Stored data
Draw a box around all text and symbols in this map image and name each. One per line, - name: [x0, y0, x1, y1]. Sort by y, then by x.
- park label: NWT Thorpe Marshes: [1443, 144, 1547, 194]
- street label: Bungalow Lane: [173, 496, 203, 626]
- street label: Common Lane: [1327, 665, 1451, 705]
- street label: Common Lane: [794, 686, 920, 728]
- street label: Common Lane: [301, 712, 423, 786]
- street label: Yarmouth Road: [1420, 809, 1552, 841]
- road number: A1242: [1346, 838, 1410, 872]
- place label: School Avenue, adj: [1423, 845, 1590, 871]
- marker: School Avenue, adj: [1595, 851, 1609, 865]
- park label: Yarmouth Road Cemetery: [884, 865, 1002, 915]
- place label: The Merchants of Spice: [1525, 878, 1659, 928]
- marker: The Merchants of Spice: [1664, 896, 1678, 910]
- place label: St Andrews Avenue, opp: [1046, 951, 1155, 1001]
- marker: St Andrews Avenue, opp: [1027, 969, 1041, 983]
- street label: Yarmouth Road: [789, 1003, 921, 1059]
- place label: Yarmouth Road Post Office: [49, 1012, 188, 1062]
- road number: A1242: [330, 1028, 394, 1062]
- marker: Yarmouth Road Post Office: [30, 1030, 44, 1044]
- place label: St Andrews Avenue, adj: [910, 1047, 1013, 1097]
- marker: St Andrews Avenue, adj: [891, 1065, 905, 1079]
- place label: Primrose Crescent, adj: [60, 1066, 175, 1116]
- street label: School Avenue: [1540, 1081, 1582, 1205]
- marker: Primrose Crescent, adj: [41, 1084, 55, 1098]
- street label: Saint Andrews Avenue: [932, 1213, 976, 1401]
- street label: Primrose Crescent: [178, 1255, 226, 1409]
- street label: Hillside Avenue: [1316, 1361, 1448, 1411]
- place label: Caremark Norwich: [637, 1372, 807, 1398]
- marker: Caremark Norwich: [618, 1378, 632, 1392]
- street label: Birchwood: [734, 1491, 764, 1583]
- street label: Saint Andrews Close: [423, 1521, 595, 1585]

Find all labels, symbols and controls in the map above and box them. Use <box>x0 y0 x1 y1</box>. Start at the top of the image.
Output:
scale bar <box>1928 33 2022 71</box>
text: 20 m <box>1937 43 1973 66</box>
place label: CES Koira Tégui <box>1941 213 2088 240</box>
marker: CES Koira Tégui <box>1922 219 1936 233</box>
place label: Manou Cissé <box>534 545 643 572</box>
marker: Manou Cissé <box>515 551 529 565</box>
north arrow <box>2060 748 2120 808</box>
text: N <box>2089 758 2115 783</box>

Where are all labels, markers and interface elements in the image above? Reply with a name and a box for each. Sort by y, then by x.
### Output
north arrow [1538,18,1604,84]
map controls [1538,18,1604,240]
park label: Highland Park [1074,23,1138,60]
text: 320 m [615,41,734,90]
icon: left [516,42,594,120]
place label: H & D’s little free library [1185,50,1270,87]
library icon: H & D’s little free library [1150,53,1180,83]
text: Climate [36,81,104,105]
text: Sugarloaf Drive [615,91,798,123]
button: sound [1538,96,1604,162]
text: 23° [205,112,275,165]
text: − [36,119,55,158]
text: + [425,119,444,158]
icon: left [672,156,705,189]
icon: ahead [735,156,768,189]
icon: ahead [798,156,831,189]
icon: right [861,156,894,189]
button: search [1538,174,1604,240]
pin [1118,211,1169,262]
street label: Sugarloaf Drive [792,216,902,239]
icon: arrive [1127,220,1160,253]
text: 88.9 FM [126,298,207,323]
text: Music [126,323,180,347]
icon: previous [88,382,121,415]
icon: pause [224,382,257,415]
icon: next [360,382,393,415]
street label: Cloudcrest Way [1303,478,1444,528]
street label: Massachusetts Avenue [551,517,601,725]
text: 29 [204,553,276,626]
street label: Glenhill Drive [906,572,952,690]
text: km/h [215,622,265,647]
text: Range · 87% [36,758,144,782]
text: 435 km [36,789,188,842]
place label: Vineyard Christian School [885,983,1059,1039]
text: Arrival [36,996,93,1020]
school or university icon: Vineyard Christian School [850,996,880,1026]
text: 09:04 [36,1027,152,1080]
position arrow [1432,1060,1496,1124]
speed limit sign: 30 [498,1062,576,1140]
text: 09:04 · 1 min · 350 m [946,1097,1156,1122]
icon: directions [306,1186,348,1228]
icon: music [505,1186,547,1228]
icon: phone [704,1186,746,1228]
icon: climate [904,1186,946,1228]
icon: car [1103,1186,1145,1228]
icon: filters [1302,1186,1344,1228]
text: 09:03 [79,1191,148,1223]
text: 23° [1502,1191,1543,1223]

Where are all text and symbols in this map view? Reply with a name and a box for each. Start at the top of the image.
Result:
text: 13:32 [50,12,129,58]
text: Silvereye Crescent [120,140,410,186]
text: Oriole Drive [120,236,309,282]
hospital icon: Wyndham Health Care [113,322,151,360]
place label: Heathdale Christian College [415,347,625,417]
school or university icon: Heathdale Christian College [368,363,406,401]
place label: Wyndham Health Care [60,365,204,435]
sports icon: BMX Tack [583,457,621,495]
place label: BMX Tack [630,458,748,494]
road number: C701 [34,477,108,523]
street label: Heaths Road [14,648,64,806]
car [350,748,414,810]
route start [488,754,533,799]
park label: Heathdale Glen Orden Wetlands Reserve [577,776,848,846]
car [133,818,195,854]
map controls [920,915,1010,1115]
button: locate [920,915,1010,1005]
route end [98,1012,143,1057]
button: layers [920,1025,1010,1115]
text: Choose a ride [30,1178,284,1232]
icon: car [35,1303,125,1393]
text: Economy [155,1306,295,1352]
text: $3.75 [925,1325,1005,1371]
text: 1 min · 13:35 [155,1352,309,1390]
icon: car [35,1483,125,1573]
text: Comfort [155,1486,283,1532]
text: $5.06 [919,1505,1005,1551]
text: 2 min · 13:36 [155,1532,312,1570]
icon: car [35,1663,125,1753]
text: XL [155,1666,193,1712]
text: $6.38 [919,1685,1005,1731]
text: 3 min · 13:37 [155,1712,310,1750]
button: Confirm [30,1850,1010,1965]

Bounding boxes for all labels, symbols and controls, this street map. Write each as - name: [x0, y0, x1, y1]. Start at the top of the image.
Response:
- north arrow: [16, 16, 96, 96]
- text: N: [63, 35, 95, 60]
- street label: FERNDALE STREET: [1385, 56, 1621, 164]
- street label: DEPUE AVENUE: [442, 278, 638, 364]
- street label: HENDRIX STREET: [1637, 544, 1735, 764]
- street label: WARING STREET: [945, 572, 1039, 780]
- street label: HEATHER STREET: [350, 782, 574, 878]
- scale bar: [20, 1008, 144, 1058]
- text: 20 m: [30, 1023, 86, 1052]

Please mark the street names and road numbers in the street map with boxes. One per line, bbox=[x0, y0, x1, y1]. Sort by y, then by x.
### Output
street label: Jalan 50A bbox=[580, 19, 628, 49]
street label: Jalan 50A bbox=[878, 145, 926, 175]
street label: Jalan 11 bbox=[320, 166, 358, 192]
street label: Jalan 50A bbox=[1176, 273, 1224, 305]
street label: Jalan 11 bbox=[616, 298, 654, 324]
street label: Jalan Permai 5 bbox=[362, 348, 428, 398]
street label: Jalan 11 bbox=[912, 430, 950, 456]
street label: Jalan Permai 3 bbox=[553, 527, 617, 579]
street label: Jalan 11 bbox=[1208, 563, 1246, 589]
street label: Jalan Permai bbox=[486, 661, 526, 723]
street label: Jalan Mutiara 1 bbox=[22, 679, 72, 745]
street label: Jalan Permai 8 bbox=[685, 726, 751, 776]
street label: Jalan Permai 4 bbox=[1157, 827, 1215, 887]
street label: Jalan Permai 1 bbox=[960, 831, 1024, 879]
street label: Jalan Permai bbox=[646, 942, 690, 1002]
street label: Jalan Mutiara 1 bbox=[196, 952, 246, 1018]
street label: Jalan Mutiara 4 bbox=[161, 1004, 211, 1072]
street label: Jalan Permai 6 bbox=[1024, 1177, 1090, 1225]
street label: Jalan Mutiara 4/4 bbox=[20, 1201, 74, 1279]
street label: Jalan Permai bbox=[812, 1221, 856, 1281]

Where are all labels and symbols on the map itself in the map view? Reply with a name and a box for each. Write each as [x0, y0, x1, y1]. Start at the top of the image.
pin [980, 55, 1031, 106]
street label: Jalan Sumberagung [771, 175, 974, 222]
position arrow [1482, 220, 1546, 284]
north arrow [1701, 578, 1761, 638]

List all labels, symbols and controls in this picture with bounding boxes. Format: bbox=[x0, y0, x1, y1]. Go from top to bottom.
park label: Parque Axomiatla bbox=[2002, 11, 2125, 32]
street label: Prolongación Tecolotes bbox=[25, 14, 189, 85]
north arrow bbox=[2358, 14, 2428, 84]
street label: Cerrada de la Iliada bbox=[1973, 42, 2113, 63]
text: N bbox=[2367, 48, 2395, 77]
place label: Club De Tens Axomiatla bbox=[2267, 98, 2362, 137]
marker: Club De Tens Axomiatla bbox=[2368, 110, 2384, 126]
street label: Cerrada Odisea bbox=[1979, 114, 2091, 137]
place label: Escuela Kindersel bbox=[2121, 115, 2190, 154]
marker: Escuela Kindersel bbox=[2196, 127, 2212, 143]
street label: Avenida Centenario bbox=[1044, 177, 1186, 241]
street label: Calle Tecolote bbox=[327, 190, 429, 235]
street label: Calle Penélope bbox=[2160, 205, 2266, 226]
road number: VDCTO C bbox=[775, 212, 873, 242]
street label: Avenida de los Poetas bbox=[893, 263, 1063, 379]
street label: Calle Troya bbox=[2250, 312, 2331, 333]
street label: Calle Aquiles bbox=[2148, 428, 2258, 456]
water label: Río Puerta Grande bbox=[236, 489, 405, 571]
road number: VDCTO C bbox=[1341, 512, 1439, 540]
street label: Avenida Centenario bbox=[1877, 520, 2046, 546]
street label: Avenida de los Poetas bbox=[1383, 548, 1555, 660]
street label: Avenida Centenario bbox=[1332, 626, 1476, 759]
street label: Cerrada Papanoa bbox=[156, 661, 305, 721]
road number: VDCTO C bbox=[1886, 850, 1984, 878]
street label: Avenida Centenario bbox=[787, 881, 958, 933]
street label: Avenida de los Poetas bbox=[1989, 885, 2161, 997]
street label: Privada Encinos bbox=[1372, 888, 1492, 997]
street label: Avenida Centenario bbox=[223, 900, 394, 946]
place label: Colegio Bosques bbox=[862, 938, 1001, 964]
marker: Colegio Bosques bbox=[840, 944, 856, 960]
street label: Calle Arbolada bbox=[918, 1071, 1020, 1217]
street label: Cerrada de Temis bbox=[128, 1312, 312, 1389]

● **What the task asks**:
Please state how many lines in the entries include the string "Spice", giving no more than the number.

● **Reply**:
2